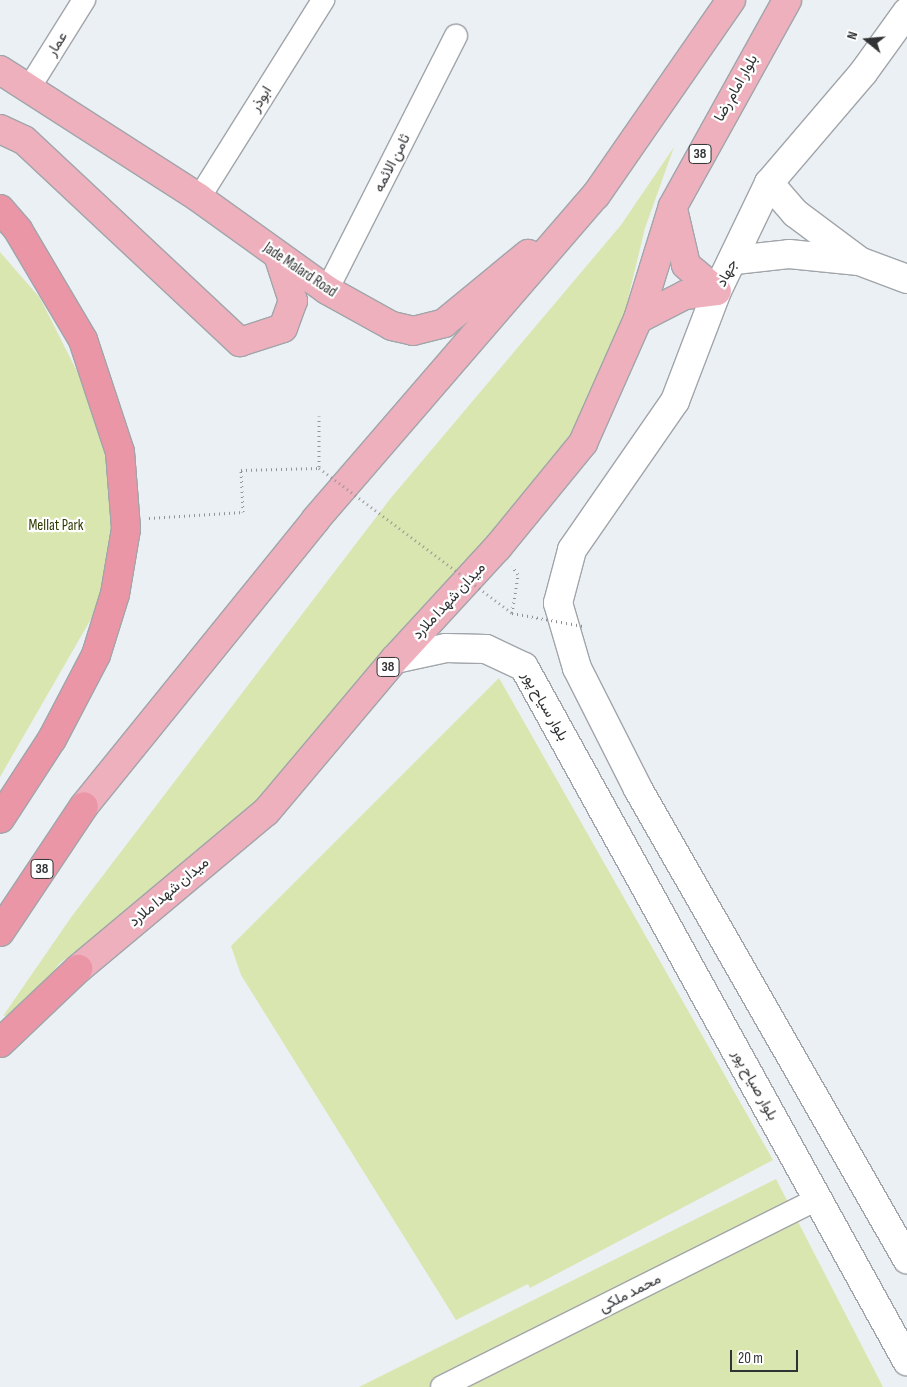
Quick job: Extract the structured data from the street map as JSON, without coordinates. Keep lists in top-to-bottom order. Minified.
{"streets":{"highway":["38"],"main road":["بلوار امام رضا","Jade Malard Road","جهاد","میدان شهدا ملارد","بلوار سیاح پور","بلوار صیاح پور"],"street":["عمار","ابوذر","ثامن الائمه","محمد ملکی"]},"crossings":[["عمار","Jade Malard Road"],["بلوار امام رضا","میدان شهدا ملارد"],["ابوذر","Jade Malard Road"],["38","Jade Malard Road"],["38","میدان شهدا ملارد"],["ثامن الائمه","Jade Malard Road"],["میدان شهدا ملارد","بلوار سیاح پور"],["بلوار سیاح پور","بلوار صیاح پور"],["بلوار صیاح پور","محمد ملکی"]],"parks":["Mellat Park"],"scale_bar":"20 m","north":"left"}
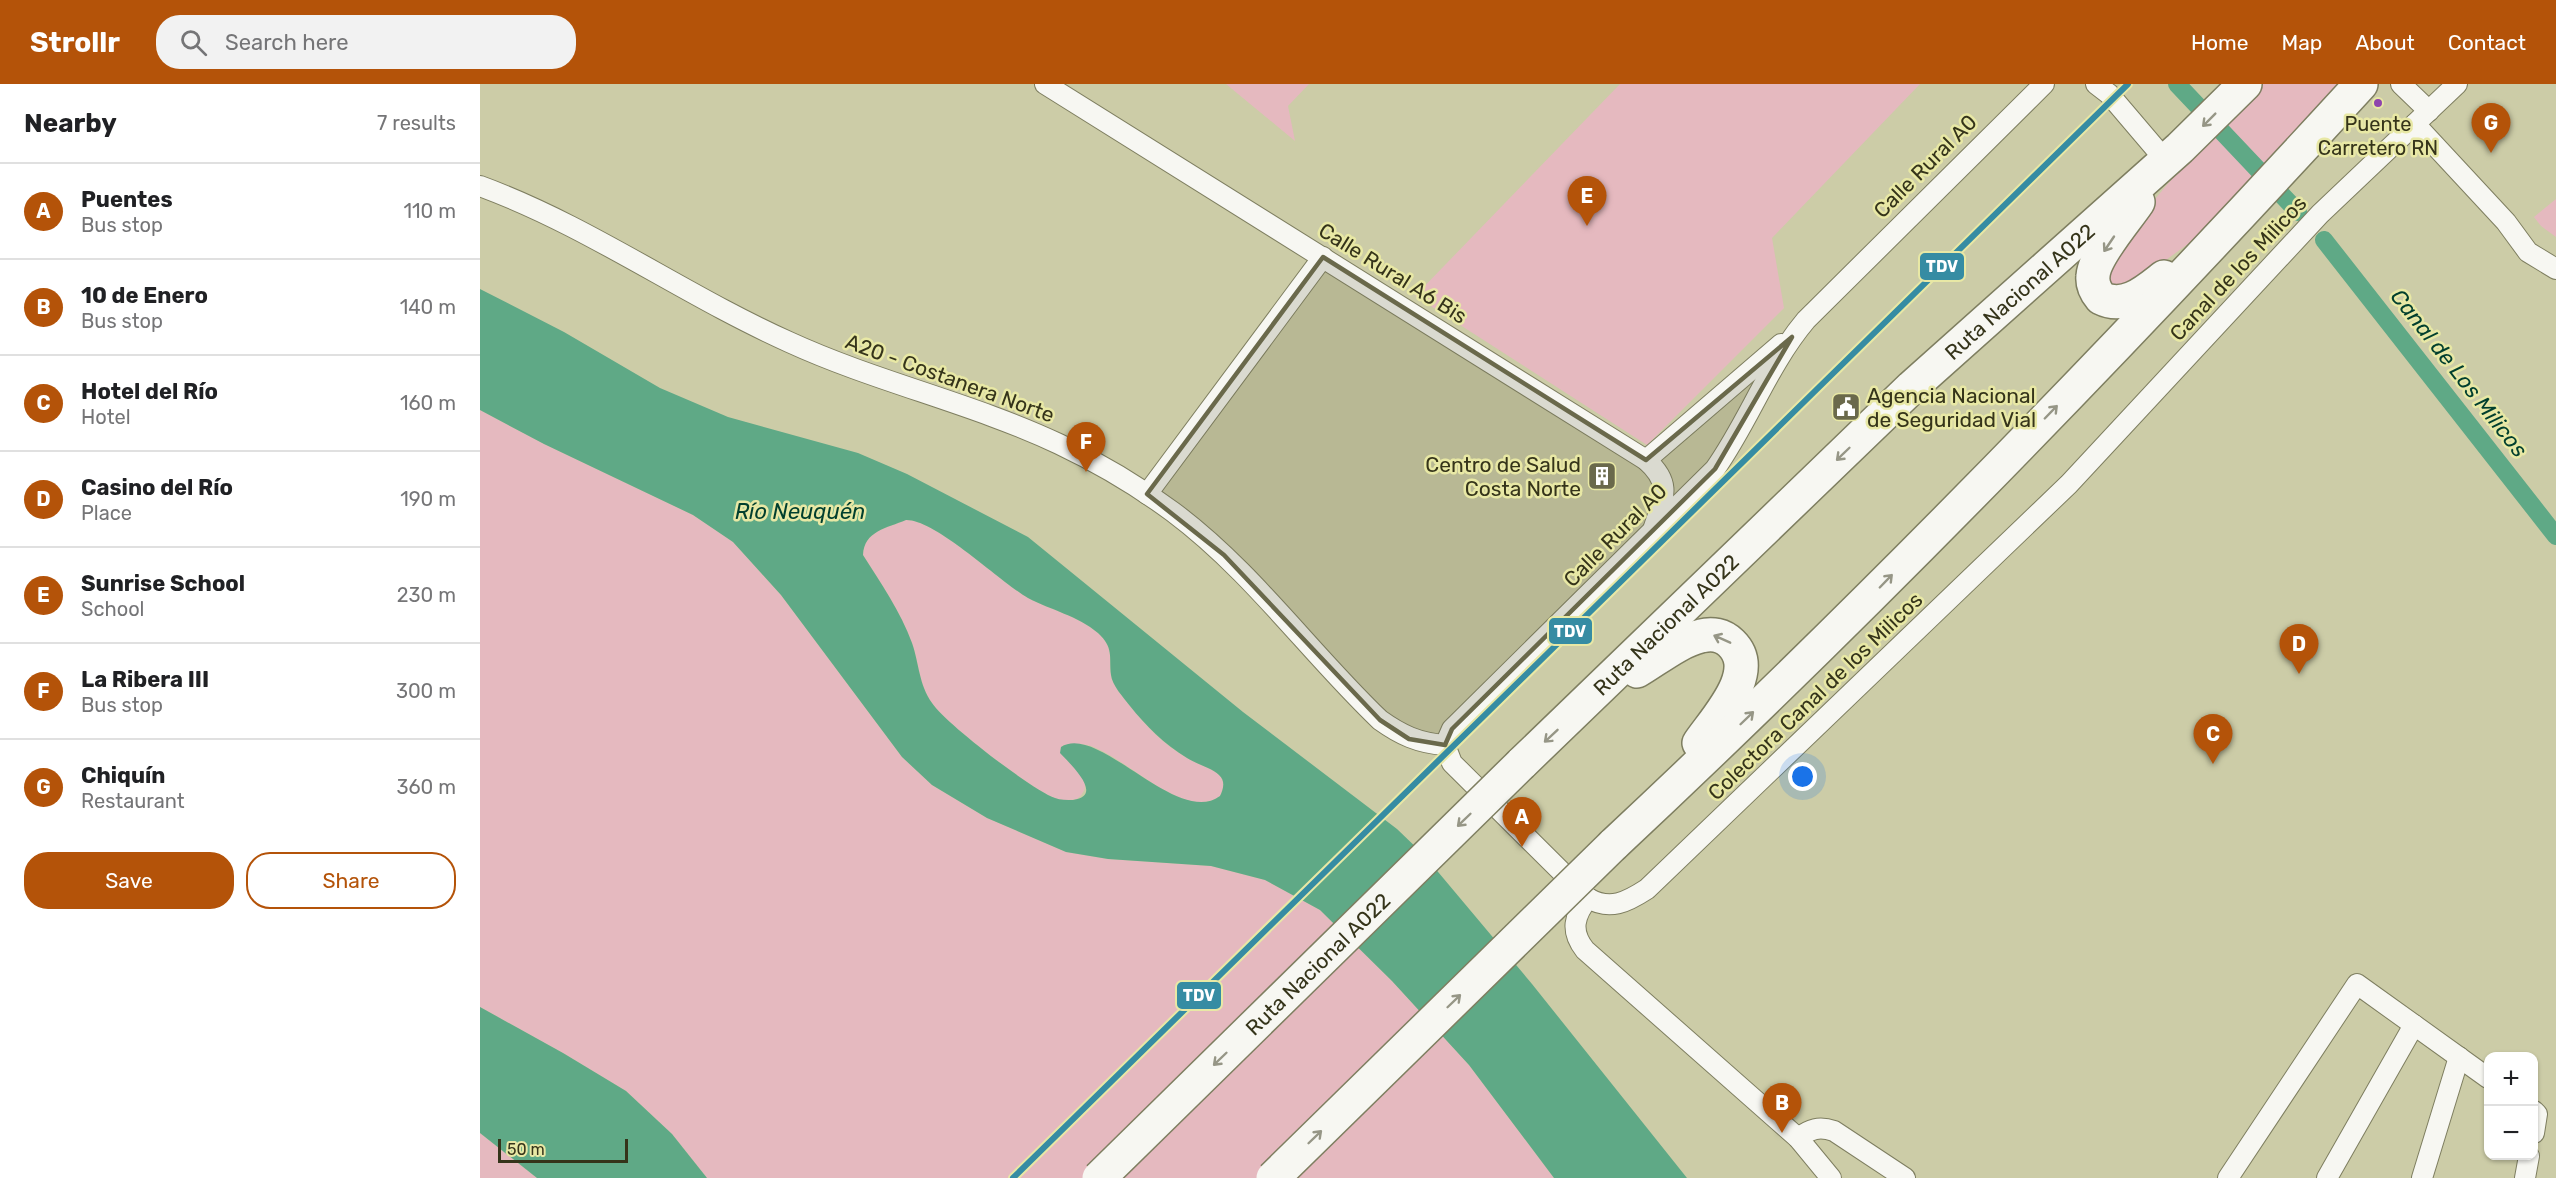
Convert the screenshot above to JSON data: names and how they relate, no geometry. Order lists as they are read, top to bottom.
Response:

——

- _ABOUT THIS EXERCISE_: Write out every line above exactly as it is, leaving out the pictures.

- _RESPONSE_:
Quick job: Extract the structured data from the street map as JSON, without coordinates. Keep lists in top-to-bottom order. Minified.
{"streets":{"highway":["38"],"main road":["بلوار امام رضا","Jade Malard Road","جهاد","میدان شهدا ملارد","بلوار سیاح پور","بلوار صیاح پور"],"street":["عمار","ابوذر","ثامن الائمه","محمد ملکی"]},"crossings":[["عمار","Jade Malard Road"],["بلوار امام رضا","میدان شهدا ملارد"],["ابوذر","Jade Malard Road"],["38","Jade Malard Road"],["38","میدان شهدا ملارد"],["ثامن الائمه","Jade Malard Road"],["میدان شهدا ملارد","بلوار سیاح پور"],["بلوار سیاح پور","بلوار صیاح پور"],["بلوار صیاح پور","محمد ملکی"]],"parks":["Mellat Park"],"scale_bar":"20 m","north":"left"}
Convert the screenshot above to JSON data: names and how they relate, no geometry. Order lists as they are read, top to bottom.
Response:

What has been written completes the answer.